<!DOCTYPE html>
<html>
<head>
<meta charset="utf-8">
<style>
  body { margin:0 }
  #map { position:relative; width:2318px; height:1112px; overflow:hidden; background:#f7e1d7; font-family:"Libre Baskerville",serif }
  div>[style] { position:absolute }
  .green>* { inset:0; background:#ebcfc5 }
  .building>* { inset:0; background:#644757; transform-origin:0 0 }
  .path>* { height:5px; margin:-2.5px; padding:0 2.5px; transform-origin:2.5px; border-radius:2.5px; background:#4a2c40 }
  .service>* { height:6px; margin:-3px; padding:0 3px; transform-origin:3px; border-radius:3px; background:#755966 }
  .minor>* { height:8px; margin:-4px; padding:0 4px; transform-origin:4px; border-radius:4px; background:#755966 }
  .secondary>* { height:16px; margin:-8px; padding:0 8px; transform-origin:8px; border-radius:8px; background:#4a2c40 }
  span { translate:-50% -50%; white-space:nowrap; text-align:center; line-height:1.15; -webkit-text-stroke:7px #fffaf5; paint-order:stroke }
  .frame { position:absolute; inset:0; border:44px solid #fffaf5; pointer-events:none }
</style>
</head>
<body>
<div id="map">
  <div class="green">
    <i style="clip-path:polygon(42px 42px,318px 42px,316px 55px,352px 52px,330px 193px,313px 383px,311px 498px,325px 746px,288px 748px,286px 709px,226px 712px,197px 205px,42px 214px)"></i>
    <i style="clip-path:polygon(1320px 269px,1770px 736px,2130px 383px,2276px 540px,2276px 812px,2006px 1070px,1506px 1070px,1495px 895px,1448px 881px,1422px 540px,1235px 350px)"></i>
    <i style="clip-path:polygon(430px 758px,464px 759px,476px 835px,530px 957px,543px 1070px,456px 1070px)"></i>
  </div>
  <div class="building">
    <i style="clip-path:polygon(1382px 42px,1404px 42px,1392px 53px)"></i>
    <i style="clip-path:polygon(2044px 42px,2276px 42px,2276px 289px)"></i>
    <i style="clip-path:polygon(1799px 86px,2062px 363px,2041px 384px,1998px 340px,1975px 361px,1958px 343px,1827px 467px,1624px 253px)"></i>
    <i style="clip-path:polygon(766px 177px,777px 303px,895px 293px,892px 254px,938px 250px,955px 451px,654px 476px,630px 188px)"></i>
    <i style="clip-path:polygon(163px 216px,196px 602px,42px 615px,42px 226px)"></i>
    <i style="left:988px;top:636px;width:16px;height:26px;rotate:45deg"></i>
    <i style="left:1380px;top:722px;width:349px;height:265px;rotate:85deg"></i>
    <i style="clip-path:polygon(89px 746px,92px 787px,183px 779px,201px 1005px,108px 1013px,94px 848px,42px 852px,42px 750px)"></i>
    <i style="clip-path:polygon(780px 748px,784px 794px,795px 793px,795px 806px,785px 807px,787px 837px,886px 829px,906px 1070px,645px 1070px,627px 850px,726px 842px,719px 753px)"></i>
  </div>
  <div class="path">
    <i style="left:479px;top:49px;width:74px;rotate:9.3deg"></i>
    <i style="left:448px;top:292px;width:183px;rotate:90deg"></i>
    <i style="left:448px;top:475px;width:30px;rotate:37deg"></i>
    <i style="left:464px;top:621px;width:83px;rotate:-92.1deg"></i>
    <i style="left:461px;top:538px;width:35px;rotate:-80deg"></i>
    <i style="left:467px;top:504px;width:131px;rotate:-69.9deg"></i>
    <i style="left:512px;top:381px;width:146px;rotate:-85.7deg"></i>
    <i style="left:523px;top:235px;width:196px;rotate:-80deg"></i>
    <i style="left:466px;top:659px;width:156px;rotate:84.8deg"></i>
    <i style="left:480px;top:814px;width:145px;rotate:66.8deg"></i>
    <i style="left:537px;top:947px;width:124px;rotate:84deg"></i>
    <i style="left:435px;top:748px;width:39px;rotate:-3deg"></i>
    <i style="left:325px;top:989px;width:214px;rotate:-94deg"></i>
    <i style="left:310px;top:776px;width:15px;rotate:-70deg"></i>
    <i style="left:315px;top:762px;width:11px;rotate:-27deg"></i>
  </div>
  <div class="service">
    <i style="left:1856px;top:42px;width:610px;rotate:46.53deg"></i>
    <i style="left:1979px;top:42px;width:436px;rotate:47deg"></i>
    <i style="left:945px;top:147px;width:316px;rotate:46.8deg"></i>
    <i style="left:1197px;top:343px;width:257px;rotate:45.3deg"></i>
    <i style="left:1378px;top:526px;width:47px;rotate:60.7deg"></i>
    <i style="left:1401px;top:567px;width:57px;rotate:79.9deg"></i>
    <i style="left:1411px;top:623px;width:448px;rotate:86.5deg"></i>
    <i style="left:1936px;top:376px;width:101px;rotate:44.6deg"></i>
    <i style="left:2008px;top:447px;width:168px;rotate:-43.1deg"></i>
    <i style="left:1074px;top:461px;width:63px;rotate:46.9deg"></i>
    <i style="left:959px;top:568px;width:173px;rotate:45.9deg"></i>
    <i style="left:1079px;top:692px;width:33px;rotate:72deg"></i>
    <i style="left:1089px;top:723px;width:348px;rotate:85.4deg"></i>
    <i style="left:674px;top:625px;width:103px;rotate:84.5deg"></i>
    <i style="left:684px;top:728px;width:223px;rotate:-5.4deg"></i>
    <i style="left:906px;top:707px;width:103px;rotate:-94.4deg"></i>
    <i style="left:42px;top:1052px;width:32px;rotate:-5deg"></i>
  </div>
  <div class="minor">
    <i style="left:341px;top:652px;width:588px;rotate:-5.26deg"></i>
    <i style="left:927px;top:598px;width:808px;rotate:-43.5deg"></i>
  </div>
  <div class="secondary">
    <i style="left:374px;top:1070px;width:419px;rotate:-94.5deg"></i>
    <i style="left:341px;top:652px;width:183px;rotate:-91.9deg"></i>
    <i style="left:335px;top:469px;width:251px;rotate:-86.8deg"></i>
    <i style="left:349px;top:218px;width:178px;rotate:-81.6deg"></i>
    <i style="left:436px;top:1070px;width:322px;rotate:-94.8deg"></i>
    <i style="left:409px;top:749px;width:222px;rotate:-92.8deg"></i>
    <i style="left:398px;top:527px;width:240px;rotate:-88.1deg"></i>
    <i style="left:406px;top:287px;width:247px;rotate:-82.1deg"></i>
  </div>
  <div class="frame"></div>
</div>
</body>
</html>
=-=-=-=-=
● How to complete this task: Nothing outside this range should appear: the lines from the start of the listing through the line with "height:6px; margin:-3px; padding:0", each reproduced exactly, both ends included.

● Reply:
<!DOCTYPE html>
<html>
<head>
<meta charset="utf-8">
<style>
  body { margin:0 }
  #map { position:relative; width:2318px; height:1112px; overflow:hidden; background:#f7e1d7; font-family:"Libre Baskerville",serif }
  div>[style] { position:absolute }
  .green>* { inset:0; background:#ebcfc5 }
  .building>* { inset:0; background:#644757; transform-origin:0 0 }
  .path>* { height:5px; margin:-2.5px; padding:0 2.5px; transform-origin:2.5px; border-radius:2.5px; background:#4a2c40 }
  .service>* { height:6px; margin:-3px; padding:0 3px; transform-origin:3px; border-radius:3px; background:#755966 }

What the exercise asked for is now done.